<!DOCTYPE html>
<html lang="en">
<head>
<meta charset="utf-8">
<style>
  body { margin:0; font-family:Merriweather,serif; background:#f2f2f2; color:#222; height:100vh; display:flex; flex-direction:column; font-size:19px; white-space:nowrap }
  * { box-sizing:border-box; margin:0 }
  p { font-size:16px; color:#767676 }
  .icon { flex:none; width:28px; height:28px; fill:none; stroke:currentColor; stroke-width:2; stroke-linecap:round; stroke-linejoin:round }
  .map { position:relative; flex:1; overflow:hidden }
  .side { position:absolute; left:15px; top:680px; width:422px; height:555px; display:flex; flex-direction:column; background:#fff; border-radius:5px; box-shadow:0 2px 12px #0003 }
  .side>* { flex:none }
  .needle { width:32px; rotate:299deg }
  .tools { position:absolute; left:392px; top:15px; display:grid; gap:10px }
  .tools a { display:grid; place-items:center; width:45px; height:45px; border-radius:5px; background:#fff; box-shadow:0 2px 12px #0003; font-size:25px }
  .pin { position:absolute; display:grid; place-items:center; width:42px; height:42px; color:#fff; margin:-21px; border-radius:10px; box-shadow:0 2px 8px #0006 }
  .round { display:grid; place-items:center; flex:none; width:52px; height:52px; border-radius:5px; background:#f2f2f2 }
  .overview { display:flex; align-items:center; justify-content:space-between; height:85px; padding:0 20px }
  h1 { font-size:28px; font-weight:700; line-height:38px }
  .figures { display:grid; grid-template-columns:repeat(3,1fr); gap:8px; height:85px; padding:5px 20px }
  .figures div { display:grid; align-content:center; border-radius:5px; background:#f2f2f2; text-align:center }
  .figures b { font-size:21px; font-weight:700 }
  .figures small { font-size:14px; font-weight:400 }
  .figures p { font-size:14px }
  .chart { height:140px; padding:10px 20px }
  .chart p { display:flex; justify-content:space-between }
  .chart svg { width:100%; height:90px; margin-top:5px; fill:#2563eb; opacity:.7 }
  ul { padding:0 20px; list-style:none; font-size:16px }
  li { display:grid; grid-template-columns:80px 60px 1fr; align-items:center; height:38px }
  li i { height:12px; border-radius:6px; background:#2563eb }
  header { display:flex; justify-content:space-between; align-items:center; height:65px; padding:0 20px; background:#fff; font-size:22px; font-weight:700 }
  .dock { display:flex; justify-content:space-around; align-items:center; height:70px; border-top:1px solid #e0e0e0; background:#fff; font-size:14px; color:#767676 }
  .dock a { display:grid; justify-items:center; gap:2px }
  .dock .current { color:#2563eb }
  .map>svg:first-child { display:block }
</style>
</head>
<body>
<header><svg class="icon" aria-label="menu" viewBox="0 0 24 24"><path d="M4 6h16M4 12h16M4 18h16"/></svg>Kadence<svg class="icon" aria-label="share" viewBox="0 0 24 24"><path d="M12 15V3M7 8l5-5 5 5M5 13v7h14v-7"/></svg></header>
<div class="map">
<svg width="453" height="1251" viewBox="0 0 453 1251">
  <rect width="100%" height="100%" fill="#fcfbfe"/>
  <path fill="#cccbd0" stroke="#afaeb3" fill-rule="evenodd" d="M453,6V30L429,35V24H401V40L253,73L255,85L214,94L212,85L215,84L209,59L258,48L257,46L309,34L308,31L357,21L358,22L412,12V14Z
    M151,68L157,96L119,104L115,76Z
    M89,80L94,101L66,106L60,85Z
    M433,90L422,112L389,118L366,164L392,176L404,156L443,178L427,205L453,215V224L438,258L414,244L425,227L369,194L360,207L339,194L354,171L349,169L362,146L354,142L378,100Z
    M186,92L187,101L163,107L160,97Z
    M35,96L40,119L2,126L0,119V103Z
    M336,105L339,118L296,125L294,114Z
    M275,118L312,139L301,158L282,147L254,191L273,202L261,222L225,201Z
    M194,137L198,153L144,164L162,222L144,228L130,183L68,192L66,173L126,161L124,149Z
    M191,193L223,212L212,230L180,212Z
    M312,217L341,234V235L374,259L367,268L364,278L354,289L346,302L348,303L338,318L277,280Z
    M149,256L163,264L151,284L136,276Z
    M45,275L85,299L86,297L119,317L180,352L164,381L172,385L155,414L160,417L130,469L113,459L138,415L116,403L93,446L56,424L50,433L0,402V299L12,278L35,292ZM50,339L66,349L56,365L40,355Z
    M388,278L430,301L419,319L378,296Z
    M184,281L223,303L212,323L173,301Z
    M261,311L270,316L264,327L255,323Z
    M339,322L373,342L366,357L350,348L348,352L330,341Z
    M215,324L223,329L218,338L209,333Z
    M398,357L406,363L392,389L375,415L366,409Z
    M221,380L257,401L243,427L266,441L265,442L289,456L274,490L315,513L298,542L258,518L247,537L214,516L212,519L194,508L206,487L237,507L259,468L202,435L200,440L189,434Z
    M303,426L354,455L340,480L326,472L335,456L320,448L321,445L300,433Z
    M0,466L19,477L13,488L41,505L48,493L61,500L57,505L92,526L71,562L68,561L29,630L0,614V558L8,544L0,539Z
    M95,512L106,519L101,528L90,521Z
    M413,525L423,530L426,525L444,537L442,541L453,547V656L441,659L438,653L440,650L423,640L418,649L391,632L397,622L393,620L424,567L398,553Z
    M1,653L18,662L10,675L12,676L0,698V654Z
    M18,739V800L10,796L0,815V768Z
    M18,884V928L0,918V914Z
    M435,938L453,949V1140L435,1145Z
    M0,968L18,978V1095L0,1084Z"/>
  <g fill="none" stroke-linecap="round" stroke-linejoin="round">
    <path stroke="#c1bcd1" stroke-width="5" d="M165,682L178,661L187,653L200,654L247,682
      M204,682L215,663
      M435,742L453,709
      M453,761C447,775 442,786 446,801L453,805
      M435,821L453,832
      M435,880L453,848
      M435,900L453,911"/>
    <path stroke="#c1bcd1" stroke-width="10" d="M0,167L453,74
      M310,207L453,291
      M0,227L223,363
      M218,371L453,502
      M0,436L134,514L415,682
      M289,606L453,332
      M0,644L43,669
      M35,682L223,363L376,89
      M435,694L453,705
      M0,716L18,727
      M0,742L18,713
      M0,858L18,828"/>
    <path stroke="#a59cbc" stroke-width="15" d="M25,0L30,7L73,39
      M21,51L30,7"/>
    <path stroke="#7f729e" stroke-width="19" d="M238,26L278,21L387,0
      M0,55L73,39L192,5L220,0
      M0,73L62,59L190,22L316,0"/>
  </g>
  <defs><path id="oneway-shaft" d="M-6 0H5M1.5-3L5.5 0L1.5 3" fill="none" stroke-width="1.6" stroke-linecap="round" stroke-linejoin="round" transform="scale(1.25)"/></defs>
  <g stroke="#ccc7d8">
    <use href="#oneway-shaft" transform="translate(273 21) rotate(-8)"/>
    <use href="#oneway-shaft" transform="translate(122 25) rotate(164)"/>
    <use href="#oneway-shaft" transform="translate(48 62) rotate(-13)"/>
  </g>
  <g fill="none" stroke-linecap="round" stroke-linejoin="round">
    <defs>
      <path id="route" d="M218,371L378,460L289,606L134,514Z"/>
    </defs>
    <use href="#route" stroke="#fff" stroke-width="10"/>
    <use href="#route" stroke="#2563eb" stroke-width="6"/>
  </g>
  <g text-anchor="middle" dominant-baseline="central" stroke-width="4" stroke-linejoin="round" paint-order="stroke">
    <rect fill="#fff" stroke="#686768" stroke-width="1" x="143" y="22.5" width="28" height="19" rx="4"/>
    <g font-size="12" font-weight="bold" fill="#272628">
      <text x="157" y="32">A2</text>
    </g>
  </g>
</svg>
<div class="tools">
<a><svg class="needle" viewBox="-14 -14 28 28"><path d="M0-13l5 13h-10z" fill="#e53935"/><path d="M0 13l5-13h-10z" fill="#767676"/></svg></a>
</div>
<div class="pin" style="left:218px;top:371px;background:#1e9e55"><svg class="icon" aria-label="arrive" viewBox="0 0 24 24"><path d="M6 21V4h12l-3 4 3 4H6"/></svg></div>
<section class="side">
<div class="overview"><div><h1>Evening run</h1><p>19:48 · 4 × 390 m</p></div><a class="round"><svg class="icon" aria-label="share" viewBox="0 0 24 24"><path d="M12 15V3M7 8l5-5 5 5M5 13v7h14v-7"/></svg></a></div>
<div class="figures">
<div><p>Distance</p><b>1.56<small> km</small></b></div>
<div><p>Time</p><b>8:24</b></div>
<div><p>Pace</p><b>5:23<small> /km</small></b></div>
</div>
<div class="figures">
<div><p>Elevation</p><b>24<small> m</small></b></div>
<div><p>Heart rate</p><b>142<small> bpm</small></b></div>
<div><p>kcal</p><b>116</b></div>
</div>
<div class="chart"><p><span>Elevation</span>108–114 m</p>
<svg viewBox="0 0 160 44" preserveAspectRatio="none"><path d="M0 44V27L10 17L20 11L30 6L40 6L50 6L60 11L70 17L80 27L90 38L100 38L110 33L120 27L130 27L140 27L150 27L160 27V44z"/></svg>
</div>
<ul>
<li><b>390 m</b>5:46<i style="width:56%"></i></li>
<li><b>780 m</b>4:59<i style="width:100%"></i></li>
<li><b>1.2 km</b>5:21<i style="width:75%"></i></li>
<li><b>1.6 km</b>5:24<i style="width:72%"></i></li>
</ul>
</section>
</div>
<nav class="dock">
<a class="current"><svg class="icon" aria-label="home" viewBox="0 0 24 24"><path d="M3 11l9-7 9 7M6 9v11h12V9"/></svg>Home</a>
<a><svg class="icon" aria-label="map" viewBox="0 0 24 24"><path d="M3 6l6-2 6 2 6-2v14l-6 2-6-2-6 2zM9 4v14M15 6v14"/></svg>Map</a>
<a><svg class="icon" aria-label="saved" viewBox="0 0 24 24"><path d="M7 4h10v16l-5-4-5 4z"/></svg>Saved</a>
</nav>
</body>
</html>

> _What needs to be done_
Report the number of lines above containing the string "Elevation" as your sole answer.

> _Answer space_
2